Some notes on errno when tracing Linux kernel system call results
Suppose, not entirely hypothetically, that you want to print out
some information about every fcntl()
lock call
that fails, system-wide. These days this is relatively easy to do
with bpftrace, especially
since there are system call entry and exit tracepoints.
However, you might reasonably wonder how the fcntl(2) system call
actually returns errno
, the error code, and how this manifests
at the level of the sys_exit_fcntl syscalls tracepoint. As it
turns out, there's some tribal knowledge and peculiarities here.
First off, in most contexts inside the Linux kernel, errno values
are represented as negative values. If a call returns an error,
it will return, eg, '-ELOOP' (this can be the source of interesting
bugs). This is how errno is reported
in (most) system call exits, including for fcntl()
. So the answer
is that in tracepoint:syscalls:sys_exit_fcntl in bpftrace,
args->ret will be below zero. You don't have the system call arguments
handy in the exit handler, but you can write something like this using
the pattern of capturing data for later:
tracepoint:syscalls:sys_enter_fcntl /args->cmd > 4/ { @fd[tid] = args->fd; @cmd[tid] = args->cmd; @flag[tid] = 1; } tracepoint:syscalls:sys_exit_fcntl /@flag[tid] != 0/ { if (args->ret < 0) { printf("FAIL: fcntl(%u, %u, ...) = %ld for '%s' PID %lu UID %lu\n", @fd[tid], @cmd[tid], args->ret, comm, pid, uid); } delete(@fd[tid]); delete(@cmd[tid]); delete(@flag[tid]); }
You can turn ordinary errno numbers into the relevant errno name with
the 'errno
' command, although you'll have to make them positive again:
$ errno 9 EBADF 9 Bad file descriptor
However, if you run a bpftrace program like this for long enough
you may begin to see very odd reported errnos that are, for example
'-512'. The errno
command will not tell you about these and you
won't find them listed in sources like errno(3)
. The reason
for this is that these are basically internal use errno codes, which
you can find listed in the kernel's include/linux/errno.h.
The most common one I've seen is -512, which is ERESTARTSYS. As for
why I'm seeing them, I'll quote the comment in the file:
These should never be seen by user programs.

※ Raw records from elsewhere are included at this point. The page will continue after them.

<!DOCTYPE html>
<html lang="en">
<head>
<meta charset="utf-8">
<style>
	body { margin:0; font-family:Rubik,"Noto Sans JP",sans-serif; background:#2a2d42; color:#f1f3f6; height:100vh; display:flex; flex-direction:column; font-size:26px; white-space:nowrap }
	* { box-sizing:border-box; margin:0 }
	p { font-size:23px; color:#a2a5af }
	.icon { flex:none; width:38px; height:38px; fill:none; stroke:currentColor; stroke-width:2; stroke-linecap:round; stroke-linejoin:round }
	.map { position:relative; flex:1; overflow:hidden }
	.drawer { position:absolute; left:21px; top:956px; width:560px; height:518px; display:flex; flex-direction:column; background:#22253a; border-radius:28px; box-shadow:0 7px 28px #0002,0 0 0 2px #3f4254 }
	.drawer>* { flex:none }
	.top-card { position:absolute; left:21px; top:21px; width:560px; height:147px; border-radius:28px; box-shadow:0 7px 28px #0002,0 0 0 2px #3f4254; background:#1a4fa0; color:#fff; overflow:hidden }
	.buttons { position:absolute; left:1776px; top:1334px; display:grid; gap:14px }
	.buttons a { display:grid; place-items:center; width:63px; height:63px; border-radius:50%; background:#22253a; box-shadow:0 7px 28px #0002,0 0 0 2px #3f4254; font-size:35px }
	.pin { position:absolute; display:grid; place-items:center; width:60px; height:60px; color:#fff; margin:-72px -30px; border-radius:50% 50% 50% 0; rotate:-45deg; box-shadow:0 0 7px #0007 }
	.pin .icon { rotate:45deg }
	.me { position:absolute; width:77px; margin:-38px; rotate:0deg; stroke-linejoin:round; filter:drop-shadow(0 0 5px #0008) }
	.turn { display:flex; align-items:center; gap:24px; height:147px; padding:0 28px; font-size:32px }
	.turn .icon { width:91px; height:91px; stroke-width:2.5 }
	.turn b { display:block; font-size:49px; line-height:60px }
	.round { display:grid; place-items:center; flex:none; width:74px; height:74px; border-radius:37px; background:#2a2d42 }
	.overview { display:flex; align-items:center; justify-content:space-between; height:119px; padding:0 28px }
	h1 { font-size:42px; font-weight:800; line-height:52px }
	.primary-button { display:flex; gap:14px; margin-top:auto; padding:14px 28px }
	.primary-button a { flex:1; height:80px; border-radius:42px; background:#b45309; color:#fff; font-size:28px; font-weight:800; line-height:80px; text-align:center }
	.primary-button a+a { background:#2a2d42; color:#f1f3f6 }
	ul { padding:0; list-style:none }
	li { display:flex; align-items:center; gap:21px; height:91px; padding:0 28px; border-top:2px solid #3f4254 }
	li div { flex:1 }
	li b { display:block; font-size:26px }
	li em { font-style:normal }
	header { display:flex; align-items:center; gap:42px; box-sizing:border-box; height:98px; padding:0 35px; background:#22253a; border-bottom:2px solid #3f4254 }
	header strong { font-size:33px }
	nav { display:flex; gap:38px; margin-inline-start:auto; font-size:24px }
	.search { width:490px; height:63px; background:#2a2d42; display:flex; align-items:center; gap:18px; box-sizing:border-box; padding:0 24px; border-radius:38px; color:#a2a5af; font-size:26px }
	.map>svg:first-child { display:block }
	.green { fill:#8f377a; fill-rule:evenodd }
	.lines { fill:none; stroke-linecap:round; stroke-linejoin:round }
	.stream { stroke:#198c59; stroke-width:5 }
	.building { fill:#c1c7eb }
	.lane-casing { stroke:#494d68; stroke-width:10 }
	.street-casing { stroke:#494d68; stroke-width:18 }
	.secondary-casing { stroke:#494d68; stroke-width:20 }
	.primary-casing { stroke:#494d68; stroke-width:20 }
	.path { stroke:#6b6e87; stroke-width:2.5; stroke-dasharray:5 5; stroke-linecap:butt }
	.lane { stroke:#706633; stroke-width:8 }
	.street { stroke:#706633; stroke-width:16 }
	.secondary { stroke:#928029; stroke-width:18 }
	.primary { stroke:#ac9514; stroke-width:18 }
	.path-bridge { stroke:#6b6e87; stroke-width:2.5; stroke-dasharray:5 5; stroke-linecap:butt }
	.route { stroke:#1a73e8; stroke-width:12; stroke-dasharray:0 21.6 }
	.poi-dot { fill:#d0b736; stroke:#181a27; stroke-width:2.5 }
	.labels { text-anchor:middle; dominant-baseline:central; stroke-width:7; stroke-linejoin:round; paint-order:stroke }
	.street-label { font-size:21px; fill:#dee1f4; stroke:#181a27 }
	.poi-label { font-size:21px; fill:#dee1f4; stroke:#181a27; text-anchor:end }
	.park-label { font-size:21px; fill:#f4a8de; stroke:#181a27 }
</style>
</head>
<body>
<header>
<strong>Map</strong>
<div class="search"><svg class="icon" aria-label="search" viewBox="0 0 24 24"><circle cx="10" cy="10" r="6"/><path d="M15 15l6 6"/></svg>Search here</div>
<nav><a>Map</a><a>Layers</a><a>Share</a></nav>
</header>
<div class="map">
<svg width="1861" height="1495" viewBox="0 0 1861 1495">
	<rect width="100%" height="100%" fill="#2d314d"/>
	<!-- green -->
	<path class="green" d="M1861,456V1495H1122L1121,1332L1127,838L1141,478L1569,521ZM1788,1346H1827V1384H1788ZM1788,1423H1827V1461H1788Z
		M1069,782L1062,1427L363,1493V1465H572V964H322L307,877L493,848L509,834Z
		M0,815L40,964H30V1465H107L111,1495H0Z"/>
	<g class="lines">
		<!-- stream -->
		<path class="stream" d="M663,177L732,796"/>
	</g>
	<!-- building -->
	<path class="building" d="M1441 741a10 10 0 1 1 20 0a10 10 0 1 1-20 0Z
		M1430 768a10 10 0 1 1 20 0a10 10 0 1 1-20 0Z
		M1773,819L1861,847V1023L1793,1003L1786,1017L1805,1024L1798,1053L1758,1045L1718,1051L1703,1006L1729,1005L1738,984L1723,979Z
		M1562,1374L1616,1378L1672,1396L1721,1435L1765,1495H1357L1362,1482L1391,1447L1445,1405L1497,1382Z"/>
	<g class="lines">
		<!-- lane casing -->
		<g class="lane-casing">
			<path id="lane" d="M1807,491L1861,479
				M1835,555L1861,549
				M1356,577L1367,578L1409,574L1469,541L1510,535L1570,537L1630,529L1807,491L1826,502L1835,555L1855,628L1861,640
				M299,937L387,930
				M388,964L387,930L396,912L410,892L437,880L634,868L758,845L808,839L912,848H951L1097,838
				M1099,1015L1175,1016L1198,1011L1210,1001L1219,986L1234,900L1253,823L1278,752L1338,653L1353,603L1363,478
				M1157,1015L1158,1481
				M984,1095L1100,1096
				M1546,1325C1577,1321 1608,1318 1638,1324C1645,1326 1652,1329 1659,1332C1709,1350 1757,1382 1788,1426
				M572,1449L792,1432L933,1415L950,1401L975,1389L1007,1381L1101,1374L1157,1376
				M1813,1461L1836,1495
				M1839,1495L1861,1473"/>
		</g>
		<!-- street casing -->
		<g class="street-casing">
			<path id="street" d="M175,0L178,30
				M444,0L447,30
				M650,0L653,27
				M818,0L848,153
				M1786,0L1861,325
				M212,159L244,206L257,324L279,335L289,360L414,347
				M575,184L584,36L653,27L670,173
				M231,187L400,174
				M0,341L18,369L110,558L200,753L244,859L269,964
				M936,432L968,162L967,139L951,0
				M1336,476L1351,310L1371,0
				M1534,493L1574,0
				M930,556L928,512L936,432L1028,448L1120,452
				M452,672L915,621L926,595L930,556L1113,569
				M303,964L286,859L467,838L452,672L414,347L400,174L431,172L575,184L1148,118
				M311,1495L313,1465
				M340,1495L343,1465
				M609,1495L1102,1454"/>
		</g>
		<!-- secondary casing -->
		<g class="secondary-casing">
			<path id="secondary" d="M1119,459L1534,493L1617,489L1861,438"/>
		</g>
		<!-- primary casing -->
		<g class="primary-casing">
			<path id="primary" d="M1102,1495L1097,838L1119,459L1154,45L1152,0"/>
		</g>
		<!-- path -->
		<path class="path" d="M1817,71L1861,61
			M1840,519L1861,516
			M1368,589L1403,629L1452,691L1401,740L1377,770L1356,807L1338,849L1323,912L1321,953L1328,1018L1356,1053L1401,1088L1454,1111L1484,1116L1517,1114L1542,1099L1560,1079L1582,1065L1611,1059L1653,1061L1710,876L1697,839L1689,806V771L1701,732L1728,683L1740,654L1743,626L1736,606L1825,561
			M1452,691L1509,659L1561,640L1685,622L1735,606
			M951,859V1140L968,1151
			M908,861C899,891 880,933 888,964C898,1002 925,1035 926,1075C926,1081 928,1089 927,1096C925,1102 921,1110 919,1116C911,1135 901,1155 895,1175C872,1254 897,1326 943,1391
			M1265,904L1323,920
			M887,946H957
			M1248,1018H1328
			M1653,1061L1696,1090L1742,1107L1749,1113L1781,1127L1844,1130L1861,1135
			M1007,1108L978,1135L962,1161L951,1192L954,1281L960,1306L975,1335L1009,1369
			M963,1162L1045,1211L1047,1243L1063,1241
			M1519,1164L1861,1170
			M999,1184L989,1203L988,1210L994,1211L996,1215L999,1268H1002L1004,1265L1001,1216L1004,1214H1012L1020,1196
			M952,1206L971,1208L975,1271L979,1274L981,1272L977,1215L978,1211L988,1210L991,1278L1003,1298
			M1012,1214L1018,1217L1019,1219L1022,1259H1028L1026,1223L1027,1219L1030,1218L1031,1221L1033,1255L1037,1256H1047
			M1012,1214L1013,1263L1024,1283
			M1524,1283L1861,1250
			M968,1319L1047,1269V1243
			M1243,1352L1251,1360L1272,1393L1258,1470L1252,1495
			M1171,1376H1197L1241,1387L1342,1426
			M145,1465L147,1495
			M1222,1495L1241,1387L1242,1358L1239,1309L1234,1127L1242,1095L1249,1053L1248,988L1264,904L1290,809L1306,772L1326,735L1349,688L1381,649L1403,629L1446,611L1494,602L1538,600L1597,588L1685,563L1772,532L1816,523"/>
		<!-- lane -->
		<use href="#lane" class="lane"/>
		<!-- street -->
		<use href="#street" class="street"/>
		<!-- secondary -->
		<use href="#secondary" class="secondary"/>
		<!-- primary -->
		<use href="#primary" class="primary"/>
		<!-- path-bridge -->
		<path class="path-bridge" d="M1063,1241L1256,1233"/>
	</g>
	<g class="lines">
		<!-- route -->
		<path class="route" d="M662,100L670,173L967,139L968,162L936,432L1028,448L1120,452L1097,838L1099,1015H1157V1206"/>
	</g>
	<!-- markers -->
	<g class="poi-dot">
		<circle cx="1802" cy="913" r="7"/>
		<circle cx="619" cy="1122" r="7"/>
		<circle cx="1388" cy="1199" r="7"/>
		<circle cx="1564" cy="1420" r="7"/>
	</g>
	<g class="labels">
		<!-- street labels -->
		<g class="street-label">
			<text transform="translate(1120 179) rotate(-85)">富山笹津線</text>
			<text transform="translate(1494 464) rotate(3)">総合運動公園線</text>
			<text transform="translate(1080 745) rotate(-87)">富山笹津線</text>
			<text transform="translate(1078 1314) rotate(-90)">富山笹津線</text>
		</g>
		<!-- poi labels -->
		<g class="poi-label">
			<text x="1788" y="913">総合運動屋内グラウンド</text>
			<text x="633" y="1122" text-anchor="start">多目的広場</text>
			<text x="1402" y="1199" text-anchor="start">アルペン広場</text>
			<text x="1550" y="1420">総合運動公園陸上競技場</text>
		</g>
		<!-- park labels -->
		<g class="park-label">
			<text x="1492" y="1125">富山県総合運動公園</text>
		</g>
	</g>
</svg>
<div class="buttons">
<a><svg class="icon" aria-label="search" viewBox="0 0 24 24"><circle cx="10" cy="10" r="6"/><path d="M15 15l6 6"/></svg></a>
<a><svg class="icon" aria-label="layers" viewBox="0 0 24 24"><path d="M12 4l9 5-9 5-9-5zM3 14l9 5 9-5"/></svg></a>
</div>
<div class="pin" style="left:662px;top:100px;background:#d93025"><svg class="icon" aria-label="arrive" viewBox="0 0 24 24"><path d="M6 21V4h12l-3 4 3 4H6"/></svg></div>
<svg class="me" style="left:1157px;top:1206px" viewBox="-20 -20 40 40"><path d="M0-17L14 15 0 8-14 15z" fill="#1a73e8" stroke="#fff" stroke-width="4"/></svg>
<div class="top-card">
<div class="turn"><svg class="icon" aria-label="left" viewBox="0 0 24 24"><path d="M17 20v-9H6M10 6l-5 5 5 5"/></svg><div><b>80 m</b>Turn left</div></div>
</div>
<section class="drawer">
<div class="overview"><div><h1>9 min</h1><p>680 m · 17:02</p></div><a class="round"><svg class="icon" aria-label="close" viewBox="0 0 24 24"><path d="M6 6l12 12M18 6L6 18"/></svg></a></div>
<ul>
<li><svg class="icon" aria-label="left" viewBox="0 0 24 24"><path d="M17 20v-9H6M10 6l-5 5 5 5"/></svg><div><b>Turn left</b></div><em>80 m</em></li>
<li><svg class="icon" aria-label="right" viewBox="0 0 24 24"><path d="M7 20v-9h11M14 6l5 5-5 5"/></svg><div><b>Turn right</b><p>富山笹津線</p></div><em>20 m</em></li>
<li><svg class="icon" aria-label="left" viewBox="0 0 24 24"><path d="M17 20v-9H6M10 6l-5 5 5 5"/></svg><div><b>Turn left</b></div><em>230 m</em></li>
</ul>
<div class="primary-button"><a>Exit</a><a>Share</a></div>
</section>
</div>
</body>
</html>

To return one of ERESTART* codes, signal_pending() MUST be set. Note that ptrace can observe these at syscall exit tracing, but they will never be left for the debugged user process to see.
Unsurprisingly, if ptrace() can see them, so can kernel tracepoints. Whether or not you make your bpftrace code skip over reporting them is up to you, but I'm probably going to do that (since these values are never returned to user level).
As a side note, if I'm reading the kernel source code correctly, ERESTARTSYS is handled basically by moving the user process's instruction pointer back to the start of the system call, so that when the kernel returns to the process, the process just makes the system call again. See arch_do_signal_or_restart() in arch/x86/kernel/signal.c. This strikes me as simultaneously elegant and terrifying.
(This elaborates on a Fediverse post of mine.)
|
|